More than a single route, the Network proposes a set of local and thematic itineraries, supported by interpretive centres, signage, and cultural programming — meetings, conferences, and publications on Portuguese Judaism. The theme intersects with other layers of peninsular memory, notably Islamic archaeology, as many medieval Jewish quarters coexisted, in the same cities, with Moorish quarters inherited from the Andalusi period.
European recognition
Under the name Routes of Sefarad, the Network officially represents Portugal in the European Route of Jewish Heritage, one of the Cultural Itineraries certified by the Council of Europe, which links Jewish heritage routes in over twenty European countries. This integration places the Portuguese case within a continental narrative about the Sephardic diaspora and strengthens the Network’s role as an institutional interlocutor, alongside national bodies dealing with the history of heritage institutions. European recognition does not confer legal protection on properties — that depends on the heritage classification of each asset — but it provides visibility and legitimacy to a memory effort that, for a long time, remained on the margins of official heritage discourse.
Frequently asked questions
- What is the Network of Jewish Quarters of Portugal?
- It is an association of municipalities and entities, established in 2011, that unites around the defence, study, and promotion of urban, architectural, historical, and cultural heritage linked to Jewish and Sephardic heritage in Portugal.

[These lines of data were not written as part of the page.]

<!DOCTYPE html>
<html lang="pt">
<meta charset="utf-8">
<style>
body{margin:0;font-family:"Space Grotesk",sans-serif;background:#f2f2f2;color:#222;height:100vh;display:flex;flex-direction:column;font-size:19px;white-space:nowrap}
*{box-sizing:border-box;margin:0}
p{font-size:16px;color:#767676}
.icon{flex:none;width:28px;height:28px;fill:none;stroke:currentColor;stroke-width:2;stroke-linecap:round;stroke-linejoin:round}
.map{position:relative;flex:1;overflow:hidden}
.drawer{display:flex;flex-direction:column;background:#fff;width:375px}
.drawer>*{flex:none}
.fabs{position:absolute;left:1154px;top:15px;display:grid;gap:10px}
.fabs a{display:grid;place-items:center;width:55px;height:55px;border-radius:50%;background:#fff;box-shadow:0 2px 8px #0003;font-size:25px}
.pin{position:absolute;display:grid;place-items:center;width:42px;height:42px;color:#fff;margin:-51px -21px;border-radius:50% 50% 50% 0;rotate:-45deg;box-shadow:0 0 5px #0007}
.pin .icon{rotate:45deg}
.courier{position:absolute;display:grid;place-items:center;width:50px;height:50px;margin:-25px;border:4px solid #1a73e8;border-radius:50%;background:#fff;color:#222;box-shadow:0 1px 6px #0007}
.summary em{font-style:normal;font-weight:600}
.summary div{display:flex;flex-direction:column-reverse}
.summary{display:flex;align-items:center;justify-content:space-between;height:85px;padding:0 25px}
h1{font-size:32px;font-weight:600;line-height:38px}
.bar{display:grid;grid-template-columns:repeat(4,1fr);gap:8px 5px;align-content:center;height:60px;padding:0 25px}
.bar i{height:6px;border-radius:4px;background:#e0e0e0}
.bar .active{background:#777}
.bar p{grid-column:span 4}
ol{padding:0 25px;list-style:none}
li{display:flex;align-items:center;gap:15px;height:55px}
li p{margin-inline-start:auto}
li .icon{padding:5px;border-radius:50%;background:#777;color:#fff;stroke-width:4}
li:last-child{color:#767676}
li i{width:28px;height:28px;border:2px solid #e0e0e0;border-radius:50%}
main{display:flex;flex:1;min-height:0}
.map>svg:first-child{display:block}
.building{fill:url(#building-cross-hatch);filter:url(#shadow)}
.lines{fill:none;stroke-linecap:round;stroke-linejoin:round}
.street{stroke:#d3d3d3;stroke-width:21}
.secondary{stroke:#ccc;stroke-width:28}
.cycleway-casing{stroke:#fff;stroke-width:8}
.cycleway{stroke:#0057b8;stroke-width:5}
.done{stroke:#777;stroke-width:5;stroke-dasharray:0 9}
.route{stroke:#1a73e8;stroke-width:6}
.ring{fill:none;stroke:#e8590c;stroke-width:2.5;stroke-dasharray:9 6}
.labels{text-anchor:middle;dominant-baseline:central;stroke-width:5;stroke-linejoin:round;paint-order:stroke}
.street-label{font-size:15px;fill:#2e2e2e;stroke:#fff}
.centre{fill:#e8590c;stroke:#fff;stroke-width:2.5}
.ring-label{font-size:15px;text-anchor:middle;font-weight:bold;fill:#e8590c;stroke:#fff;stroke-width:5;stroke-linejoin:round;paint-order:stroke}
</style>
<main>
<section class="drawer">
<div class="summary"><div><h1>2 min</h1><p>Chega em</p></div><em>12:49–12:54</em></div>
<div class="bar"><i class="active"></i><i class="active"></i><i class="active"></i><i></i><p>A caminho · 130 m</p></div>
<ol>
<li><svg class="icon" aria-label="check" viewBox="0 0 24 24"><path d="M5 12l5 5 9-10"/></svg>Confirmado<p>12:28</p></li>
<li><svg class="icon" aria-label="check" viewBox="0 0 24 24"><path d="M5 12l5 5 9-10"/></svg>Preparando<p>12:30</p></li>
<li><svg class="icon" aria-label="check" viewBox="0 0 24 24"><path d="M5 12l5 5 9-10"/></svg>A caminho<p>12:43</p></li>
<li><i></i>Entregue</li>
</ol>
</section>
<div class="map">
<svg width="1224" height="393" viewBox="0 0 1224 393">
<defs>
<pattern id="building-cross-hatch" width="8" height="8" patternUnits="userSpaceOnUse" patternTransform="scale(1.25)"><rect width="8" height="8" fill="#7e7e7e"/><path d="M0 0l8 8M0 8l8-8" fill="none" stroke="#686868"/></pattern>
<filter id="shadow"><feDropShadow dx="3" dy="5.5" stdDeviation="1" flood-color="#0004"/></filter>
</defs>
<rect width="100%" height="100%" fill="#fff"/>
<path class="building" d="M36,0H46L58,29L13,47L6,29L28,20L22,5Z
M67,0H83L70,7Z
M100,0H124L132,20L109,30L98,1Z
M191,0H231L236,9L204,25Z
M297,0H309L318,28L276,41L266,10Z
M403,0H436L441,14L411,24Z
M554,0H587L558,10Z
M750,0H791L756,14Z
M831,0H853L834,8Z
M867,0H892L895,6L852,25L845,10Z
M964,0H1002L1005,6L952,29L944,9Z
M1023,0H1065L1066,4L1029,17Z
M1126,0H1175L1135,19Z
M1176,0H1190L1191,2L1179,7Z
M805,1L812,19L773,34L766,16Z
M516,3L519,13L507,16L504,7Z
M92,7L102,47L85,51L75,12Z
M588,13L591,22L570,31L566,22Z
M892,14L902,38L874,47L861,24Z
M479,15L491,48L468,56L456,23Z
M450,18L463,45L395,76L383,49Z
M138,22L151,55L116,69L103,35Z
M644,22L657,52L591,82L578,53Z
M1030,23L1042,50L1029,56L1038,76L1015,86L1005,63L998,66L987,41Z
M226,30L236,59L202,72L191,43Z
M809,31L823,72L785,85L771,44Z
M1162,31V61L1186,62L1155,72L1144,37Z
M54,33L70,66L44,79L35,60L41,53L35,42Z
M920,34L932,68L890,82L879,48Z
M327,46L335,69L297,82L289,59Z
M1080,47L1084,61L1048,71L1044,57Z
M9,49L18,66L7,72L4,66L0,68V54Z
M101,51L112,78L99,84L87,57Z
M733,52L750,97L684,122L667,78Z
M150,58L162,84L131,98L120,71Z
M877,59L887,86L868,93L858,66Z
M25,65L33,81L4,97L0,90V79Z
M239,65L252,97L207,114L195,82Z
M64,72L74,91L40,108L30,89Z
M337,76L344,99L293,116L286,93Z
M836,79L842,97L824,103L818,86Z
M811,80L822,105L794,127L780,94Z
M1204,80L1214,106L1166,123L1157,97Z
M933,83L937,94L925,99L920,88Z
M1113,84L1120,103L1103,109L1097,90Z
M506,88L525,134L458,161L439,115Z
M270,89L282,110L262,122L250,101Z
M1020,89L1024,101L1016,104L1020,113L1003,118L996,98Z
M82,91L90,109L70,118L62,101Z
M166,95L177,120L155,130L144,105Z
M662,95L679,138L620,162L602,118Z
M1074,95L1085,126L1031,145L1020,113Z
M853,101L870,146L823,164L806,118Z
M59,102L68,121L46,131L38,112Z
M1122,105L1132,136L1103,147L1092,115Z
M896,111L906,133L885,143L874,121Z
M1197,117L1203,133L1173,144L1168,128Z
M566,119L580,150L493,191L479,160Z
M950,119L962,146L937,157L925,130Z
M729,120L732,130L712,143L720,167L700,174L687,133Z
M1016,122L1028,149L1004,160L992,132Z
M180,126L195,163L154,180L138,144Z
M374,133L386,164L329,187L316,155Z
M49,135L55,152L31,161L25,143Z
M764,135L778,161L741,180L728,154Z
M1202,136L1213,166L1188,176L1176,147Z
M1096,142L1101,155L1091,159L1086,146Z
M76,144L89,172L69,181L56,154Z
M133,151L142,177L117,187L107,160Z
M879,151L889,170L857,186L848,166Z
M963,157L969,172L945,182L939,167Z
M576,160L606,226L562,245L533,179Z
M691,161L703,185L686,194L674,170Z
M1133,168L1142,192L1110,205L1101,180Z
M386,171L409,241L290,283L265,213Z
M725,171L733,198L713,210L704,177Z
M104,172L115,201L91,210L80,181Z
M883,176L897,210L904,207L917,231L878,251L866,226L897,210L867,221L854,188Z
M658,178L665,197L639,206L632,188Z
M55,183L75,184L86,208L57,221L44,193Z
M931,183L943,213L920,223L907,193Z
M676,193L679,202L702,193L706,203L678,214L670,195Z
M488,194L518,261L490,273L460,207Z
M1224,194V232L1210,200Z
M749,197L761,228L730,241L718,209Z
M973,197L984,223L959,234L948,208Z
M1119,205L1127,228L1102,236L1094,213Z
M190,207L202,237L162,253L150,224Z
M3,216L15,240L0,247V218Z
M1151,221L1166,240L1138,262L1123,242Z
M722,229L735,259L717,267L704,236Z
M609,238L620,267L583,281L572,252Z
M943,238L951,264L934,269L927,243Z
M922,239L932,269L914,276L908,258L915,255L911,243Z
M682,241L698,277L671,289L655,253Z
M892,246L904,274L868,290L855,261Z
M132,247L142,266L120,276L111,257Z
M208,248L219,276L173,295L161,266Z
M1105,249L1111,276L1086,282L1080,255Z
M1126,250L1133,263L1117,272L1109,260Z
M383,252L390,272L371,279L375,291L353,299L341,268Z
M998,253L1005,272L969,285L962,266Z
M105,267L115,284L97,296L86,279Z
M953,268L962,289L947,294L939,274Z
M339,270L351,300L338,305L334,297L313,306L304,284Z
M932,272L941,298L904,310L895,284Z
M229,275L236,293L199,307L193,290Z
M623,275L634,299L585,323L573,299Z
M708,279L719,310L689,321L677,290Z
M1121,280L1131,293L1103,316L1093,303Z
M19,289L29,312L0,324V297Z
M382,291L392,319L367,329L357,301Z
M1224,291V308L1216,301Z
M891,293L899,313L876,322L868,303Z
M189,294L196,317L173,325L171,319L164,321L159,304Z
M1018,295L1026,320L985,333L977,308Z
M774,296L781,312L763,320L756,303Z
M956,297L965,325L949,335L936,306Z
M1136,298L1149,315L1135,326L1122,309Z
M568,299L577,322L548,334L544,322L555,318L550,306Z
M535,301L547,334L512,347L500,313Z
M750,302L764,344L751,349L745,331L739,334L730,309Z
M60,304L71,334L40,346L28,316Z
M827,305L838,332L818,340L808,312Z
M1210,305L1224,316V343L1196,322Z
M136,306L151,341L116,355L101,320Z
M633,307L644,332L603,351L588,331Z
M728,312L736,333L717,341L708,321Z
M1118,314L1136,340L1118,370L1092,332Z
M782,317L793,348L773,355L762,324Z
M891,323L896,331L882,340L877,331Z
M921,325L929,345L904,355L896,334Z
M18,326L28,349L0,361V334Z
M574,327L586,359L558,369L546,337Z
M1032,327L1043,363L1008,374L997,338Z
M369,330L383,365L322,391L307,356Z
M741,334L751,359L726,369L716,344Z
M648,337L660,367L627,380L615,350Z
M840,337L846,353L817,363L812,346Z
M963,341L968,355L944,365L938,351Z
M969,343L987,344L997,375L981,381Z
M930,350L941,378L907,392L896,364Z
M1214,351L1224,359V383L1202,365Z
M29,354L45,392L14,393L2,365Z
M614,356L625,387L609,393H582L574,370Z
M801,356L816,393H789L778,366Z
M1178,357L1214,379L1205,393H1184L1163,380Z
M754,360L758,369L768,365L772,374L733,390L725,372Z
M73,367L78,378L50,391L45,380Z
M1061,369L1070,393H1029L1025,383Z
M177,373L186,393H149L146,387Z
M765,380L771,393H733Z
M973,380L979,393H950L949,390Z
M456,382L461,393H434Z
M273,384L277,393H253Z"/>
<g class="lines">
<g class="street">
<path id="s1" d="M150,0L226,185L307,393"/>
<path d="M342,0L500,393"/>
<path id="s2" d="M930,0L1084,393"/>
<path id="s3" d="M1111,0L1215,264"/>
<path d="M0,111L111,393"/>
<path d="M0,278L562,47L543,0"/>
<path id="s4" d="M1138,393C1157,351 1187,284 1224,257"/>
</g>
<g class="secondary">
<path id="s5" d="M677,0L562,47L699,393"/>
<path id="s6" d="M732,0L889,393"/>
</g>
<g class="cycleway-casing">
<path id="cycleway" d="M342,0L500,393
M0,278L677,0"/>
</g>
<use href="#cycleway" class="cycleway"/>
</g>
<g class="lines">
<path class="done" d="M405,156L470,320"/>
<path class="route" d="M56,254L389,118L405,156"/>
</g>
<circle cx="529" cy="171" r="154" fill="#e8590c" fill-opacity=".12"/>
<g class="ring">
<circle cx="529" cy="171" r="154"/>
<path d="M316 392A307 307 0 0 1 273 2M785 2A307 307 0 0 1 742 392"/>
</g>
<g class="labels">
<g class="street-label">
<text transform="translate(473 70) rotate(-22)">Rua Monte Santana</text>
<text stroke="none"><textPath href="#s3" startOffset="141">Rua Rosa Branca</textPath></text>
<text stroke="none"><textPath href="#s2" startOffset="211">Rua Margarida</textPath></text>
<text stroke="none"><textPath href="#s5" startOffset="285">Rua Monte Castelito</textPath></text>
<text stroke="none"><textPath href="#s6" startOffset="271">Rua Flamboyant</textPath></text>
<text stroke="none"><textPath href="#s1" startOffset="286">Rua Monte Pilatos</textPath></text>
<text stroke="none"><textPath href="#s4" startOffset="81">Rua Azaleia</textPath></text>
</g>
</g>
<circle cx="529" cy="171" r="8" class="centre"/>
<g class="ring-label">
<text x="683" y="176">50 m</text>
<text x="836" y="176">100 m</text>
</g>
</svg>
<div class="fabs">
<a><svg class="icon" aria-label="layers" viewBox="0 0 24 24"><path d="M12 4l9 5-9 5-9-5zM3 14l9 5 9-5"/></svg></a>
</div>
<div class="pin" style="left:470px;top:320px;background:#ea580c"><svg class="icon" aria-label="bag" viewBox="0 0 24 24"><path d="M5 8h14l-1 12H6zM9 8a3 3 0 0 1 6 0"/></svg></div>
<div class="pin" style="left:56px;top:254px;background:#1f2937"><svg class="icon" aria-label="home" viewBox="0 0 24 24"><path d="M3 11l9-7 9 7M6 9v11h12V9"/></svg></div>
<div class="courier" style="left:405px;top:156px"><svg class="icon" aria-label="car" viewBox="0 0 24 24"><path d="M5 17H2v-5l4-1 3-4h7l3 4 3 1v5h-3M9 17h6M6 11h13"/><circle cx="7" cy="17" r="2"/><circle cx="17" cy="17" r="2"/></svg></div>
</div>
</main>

- Where is the headquarters of the Network of Jewish Quarters?
- The national headquarters is located in Belmonte, in the district of Castelo Branco, a town that preserves one of the oldest living Jewish communities in the country.
- What is its relationship with the Council of Europe?
- Under the name Routes of Sefarad, the Network officially represents Portugal in the European Route of Jewish Heritage, a Cultural Itinerary certified by the Council of Europe.